DATASET EXTRACT START

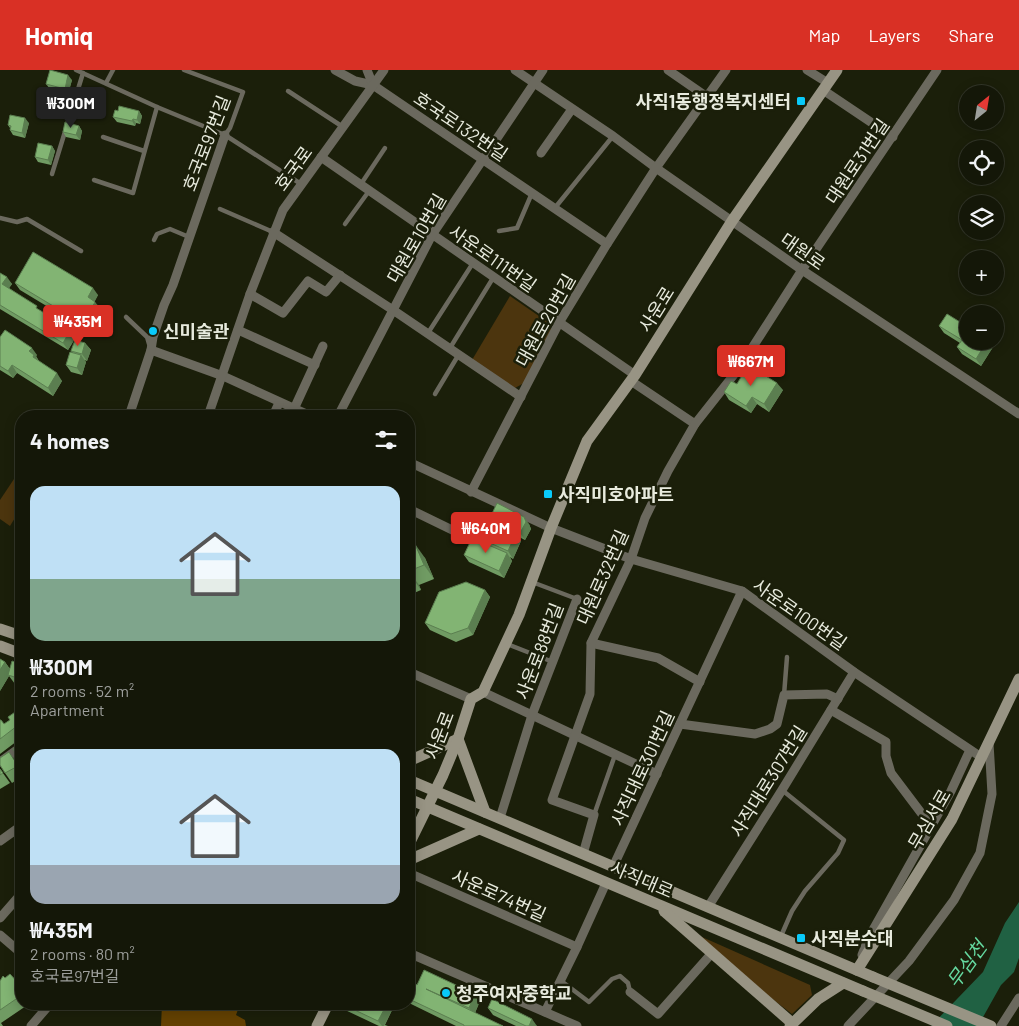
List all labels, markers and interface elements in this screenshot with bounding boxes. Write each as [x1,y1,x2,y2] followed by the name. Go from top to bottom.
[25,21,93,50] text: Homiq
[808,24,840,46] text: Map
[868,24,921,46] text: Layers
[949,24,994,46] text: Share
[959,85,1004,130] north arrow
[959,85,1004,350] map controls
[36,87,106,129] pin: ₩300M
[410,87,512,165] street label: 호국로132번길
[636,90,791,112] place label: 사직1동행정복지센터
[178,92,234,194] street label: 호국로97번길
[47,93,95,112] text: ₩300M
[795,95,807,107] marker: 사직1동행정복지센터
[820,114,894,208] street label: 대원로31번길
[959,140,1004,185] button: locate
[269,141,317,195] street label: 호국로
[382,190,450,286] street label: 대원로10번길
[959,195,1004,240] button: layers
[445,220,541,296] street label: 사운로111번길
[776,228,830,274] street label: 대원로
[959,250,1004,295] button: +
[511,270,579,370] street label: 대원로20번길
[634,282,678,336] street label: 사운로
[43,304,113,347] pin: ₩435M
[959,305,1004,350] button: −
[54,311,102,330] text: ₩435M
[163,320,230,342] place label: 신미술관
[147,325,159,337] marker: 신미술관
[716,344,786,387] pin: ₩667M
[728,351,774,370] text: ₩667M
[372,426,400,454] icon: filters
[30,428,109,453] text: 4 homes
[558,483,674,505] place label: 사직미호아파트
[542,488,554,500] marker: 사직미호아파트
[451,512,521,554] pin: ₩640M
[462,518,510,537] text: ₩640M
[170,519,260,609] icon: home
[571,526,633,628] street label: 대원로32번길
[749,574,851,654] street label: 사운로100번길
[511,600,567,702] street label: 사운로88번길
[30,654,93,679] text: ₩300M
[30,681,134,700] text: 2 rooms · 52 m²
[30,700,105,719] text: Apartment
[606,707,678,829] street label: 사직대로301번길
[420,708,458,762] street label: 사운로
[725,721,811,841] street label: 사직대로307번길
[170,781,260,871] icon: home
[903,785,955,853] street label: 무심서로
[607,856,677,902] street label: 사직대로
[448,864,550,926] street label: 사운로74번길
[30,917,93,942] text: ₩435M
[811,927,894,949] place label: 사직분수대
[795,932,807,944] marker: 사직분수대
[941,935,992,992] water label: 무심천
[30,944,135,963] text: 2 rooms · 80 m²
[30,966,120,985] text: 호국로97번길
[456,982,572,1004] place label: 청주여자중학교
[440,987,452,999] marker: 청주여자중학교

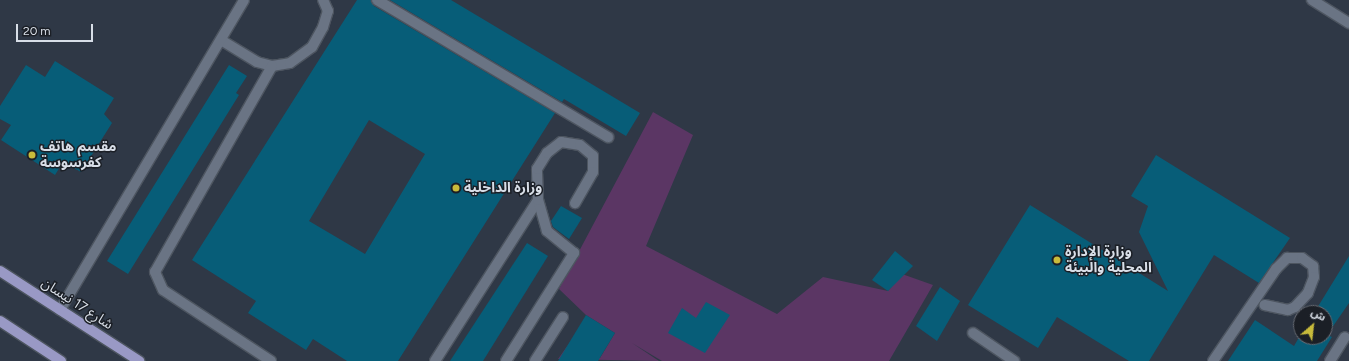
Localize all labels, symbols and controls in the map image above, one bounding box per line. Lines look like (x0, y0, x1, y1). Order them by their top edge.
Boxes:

DATASET EXTRACT END
DATASET EXTRACT START

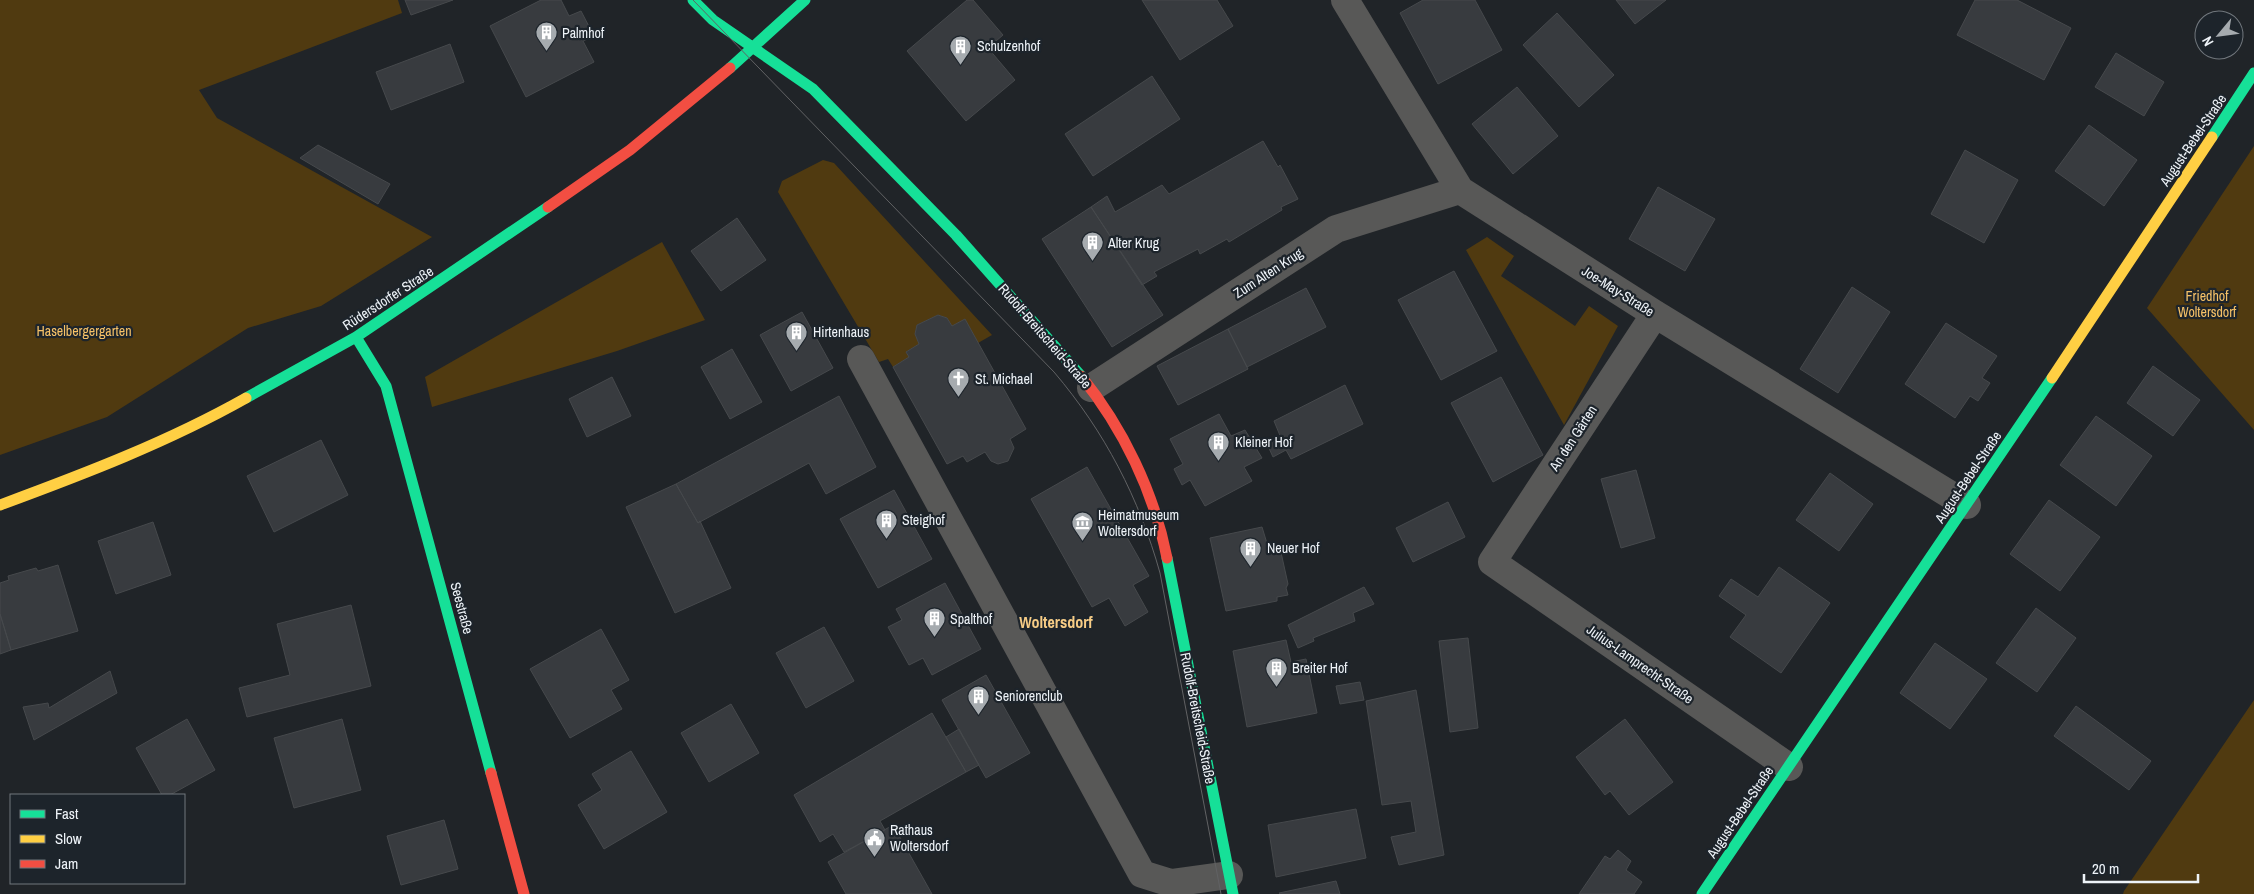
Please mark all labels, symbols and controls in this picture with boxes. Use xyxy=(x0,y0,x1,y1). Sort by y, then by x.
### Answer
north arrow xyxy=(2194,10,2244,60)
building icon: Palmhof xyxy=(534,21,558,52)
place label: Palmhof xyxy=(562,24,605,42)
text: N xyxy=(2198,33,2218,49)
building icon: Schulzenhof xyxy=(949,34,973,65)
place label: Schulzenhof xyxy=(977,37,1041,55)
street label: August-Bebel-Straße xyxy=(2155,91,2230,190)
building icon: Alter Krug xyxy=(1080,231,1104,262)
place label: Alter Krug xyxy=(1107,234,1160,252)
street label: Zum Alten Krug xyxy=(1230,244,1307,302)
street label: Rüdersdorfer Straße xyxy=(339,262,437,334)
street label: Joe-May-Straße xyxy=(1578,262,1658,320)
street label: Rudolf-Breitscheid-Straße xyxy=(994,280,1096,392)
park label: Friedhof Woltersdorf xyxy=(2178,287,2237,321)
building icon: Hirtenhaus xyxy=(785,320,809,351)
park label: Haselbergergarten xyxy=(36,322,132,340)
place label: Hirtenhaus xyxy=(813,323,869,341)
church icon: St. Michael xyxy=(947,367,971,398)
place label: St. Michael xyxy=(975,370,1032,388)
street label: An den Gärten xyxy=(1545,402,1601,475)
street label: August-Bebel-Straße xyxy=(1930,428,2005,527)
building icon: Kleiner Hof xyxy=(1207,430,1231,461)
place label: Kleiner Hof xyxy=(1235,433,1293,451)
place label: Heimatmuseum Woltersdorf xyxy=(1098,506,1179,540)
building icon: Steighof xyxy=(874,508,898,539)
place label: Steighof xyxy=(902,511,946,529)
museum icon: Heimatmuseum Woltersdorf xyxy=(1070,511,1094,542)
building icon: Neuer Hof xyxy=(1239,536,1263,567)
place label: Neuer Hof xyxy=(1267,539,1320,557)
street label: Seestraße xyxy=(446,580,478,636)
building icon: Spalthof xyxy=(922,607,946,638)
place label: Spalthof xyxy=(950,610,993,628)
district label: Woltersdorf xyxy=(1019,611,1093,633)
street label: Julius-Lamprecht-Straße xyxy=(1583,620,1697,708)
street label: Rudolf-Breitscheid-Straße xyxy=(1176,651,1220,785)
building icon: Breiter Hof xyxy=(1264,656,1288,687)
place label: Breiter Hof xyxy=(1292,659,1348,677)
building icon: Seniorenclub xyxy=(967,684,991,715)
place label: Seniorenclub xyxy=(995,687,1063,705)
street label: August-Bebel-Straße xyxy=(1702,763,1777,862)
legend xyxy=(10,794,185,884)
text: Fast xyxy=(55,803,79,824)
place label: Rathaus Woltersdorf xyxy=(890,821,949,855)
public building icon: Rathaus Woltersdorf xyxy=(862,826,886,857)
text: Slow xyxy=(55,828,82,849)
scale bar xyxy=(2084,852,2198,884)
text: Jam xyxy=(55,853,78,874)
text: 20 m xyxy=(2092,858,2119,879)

DATASET EXTRACT END

• TASK INSTRUCTIONS
In the entries above, find every line holding the word "symbols" and copy it out.

• RESULT OF THIS TASK
Localize all labels, symbols and controls in the map image above, one bounding box per line. Lines look like (x0, y0, x1, y1). Order them by their top edge.
Please mark all labels, symbols and controls in this picture with boxes. Use xyxy=(x0,y0,x1,y1). Sort by y, then by x.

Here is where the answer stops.